▶ Exercise: Locate all lines in the data below that hold "their" and show them.

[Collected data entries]
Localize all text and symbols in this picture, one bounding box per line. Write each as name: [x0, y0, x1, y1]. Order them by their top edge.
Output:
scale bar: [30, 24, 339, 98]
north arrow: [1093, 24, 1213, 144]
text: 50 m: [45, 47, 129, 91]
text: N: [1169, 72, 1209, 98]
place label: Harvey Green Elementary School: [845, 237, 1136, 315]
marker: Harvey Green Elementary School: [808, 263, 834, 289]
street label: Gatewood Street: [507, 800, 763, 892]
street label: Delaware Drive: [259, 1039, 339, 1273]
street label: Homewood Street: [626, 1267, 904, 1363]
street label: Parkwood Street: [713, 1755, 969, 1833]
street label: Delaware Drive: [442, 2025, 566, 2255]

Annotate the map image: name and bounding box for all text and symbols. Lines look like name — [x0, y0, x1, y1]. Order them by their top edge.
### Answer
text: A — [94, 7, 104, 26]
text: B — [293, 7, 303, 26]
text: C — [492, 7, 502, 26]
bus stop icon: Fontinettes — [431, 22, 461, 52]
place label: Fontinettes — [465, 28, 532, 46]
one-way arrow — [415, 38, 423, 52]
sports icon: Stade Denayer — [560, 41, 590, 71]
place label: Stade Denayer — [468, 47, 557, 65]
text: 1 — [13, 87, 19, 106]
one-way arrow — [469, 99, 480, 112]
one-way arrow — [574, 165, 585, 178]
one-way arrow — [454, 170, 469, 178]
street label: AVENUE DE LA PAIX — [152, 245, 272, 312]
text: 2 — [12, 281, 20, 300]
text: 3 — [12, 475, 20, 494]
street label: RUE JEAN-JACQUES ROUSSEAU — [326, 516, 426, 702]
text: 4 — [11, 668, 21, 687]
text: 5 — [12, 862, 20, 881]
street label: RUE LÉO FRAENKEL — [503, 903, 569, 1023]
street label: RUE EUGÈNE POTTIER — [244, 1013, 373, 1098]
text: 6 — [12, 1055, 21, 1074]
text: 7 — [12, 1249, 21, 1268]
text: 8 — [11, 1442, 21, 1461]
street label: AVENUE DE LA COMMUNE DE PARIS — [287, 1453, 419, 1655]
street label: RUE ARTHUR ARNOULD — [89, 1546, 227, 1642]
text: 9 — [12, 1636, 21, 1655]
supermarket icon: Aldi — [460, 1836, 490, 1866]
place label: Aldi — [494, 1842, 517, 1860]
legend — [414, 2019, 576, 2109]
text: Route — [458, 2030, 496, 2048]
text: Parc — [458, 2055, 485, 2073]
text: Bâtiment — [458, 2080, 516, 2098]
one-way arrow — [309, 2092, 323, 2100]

▶ Response to this task:
Localize all text and symbols in this picture, one bounding box per line. Write each as name: [x0, y0, x1, y1]. Order them by their top edge.
Annotate the map image: name and bounding box for all text and symbols. Lines look like name — [x0, y0, x1, y1]. Order them by their top edge.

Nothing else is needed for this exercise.